Saved entries:
※ ※ ※
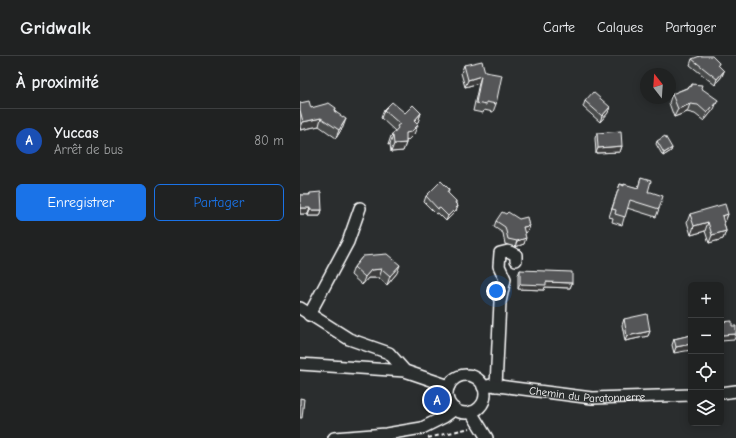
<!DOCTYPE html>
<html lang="fr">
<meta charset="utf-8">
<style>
:root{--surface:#202222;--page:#282a2a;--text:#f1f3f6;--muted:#a2a4a5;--line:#3d3f40;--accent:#1a73e8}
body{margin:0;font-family:"Comic Neue",sans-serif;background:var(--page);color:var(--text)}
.controls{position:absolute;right:12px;bottom:12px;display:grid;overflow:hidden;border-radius:6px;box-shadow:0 2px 10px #0003}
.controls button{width:36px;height:36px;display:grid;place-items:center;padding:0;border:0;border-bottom:1px solid var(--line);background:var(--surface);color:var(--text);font:20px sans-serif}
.compass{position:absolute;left:340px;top:12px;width:36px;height:36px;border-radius:50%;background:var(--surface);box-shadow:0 2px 10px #0003;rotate:343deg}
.you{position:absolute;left:196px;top:235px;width:14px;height:14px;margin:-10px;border:3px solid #fff;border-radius:50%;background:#1a73e8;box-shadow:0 0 0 6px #1a73e833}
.badge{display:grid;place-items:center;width:26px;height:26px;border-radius:50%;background:var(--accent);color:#fff;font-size:13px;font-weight:700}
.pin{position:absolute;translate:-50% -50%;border:2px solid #fff;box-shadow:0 1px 4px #0006}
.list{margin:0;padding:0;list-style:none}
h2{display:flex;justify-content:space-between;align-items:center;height:52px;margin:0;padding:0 16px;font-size:17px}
h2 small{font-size:13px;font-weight:400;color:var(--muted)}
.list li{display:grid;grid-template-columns:26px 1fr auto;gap:12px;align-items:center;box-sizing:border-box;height:64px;padding:0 16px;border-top:1px solid var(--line)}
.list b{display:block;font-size:15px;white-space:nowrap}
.list p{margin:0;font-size:13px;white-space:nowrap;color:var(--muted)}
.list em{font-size:13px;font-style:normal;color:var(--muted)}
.actions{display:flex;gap:8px;padding:12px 16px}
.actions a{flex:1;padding:9px 0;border:1px solid var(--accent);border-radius:6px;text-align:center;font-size:14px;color:var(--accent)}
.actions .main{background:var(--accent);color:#fff}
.icon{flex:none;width:22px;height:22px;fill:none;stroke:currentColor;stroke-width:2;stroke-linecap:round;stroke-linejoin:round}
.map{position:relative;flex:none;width:436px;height:382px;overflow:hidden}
header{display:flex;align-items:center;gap:24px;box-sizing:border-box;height:56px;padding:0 20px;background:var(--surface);border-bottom:1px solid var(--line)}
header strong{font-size:19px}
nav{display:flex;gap:22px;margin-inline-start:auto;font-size:14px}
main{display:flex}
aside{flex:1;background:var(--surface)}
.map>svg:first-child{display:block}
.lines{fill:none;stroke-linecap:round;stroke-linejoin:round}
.minor-casing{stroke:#fff;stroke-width:14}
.path{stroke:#fff;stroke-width:2;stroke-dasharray:4 3;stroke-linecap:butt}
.minor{stroke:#2a2d2e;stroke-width:11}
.wall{fill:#494b4c;stroke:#fff}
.shaded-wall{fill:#3c3d3e;stroke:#fff}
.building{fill:#555758;stroke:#fff}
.labels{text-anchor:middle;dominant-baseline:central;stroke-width:3;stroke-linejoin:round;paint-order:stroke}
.street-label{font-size:11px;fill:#fff;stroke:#2a2d2e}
</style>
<header>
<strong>Gridwalk</strong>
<nav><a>Carte</a><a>Calques</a><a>Partager</a></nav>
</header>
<main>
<aside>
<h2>À proximité<small></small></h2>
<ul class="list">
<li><span class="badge" style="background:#1a4fb4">A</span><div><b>Yuccas</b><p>Arrêt de bus</p></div><em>80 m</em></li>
</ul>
<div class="actions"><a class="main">Enregistrer</a><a>Partager</a></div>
</aside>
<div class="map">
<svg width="436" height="382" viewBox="0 0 436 382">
<rect width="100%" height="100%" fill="#2a2d2e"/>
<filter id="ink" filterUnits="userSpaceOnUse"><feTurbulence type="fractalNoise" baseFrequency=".025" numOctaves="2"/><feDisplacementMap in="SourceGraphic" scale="8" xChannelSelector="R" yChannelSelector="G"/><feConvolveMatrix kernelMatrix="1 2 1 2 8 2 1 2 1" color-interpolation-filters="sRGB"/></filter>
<g filter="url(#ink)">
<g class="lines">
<defs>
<g id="minor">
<polyline points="0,252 49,283 89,297 105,315 149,330"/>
<polyline points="9,259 48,186 60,152"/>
<polyline points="0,308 105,315"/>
<circle cx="166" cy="338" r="19"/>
<polyline points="196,330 200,246 205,223 199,210 200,197 208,195 216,199 216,204"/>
<path id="s1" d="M 183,331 L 191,329 L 292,342 L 391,339"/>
<polyline points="421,337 436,335"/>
<polyline points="171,356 187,382"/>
<polyline points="34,382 86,378 122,372 144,361 155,353"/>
</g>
</defs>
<!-- minor casing -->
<use href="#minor" class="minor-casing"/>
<!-- path -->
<polyline class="path" points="128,382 170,372"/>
<!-- minor -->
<use href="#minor" class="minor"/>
</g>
<!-- wall -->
<g class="wall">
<polygon points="392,3 419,7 418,9 424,15 422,20 415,29 390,9"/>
<polygon points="164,9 185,16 196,48 193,56 184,54 183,57 173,55 179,27 165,31 161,17"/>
<polygon points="392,28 401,32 414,53 404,65 395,58 387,56 374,61 369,47 372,38 391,30"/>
<polygon points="285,45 308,57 300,66 283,51"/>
<polygon points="0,47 11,52 36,52 35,55 43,71 36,82 19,70 0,74"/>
<polygon points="84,54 105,57 121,57 118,66 116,68 114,78 108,84 106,85 106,87 103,95 91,96 90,88 88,89 95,75 81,62"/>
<polygon points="297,77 322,90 320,96 296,97 295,82"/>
<polygon points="357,85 372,92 371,95 363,100 356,88"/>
<polygon points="341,122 348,136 359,153 356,161 327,152 322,169 312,166 313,162 309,161 320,128 338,132"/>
<polygon points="149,133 148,137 156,145 156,148 158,150 156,155 146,165 138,157 136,158 124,146 126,140"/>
<polygon points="10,137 22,154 20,160 8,160 8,158 0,158 0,139 9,139"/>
<polygon points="390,158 428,158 425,166 424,167 426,175 423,183 409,187 405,175 391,179 387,166"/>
<polygon points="196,165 227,176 225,177 224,188 215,191 205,188 203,177 194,171"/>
<polygon points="63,200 97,217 87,229 79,222 68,222 62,229 51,219 54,211"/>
<polygon points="220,214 272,227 270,232 245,231 244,234 218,233 218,219"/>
<polygon points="324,263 350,275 348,280 325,285 322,269"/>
<polygon points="391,279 374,297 372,289 374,283"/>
</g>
<!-- shaded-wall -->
<g class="shaded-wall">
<polygon points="424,15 422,20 415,29 417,23"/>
<polygon points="181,20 179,27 165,31 168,24"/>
<polygon points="418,44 414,53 404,65 407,57"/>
<polygon points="390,48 387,56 374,61 378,53"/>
<polygon points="310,51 308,57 300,66 302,60"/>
<polygon points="121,57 118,66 111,74 114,65"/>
<polygon points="21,62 19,70 0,74 3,66"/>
<polygon points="46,63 43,71 36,82 39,74"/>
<polygon points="118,69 114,78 108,84 102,86 106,77"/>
<polygon points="91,80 93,80 90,88 88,89"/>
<polygon points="106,87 103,95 91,96 94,88"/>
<polygon points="322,90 320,96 296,97 298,92"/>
<polygon points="372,92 371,95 363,100 364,97"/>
<polygon points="158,150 156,155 146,165 148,160"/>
<polygon points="0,152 10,152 8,158 0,158"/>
<polygon points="10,154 22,154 20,160 8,160"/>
<polygon points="428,158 425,166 419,168 422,160"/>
<polygon points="408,166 405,175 391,179 394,170"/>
<polygon points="229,170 227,176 221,177 223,171"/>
<polygon points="426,175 423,183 409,187 412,179"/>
<polygon points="226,182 224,188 215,191 217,185"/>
<polygon points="100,209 97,217 87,229 90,220"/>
<polygon points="82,213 79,222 68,222 62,229 65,221 71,214"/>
<polygon points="246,226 272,227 270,232 245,231 244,234 218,233 220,228"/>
<polygon points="350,275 348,280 325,285 327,280"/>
<polygon points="436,278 434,284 421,285 421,279"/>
<polygon points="391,288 391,294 374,297 376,291"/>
</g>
<!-- building -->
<g class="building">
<polygon points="400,0 412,0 419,7 418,9 424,15 417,23 392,3"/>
<polygon points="182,5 185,16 202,19 196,48 186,46 186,49 176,47 181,20 168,24 164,9"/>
<polygon points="392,28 402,29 401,32 418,44 407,57 398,49 390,48 378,53 372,38 392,30"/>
<polygon points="293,36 310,51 302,60 285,45"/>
<polygon points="9,45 11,52 29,47 36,52 34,55 46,63 39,74 21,62 3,66 0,54 0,47"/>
<polygon points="92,46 105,57 113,49 121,57 114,65 118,69 111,76 106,77 106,87 94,88 93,80 91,80 98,72 97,70 100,68 84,54"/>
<polygon points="321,75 322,90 298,92 297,77"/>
<polygon points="365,80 372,92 364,97 357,85"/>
<polygon points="341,122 351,125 348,136 351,136 363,140 359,153 330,144 325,161 315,158 316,154 312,153 320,128 324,130 324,128 338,132"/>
<polygon points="141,125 149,133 147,136 156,145 155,147 158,150 148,160 140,152 138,153 126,140"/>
<polygon points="21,136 22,154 10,154 10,152 0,152 0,139 10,139 10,137"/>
<polygon points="425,148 428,158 422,160 426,175 412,179 408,166 394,170 390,158"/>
<polygon points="202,156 206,158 208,156 219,163 227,161 229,170 223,171 226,182 217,185 208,183 205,171 196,165"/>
<polygon points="87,198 100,209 90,220 82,213 71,214 65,221 54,211 63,200"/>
<polygon points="220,214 272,216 272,227 246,226 246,229 220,228"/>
<polygon points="347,258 350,275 327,280 324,263"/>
<polygon points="432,265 432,270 436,270 436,278 421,279 421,266"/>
<polygon points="391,279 391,288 376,291 374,283"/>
<polygon points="0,342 4,343 2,362 0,362"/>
</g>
</g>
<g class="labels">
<!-- street labels -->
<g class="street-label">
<text stroke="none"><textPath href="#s1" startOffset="105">Chemin du Paratonnerre</textPath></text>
</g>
</g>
</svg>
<div class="controls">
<button>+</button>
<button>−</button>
<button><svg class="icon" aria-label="locate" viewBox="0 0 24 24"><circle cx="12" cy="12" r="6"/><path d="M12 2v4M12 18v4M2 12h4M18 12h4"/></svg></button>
<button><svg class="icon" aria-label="layers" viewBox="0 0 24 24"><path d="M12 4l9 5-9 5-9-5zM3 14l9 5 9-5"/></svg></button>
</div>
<svg class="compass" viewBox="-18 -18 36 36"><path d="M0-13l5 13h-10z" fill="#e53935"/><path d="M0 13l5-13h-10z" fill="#a2a4a5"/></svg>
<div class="you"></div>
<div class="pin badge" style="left:137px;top:344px;background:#1a4fb4">A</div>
</div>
</main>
※ ※ ※
_WORK REQUIRED_. Copy, character for character, the lines from the line that holds "<button>+</button>" through the final line of the records above.

_SOLUTION TO THE EXERCISE_.
<button>+</button>
<button>−</button>
<button><svg class="icon" aria-label="locate" viewBox="0 0 24 24"><circle cx="12" cy="12" r="6"/><path d="M12 2v4M12 18v4M2 12h4M18 12h4"/></svg></button>
<button><svg class="icon" aria-label="layers" viewBox="0 0 24 24"><path d="M12 4l9 5-9 5-9-5zM3 14l9 5 9-5"/></svg></button>
</div>
<svg class="compass" viewBox="-18 -18 36 36"><path d="M0-13l5 13h-10z" fill="#e53935"/><path d="M0 13l5-13h-10z" fill="#a2a4a5"/></svg>
<div class="you"></div>
<div class="pin badge" style="left:137px;top:344px;background:#1a4fb4">A</div>
</div>
</main>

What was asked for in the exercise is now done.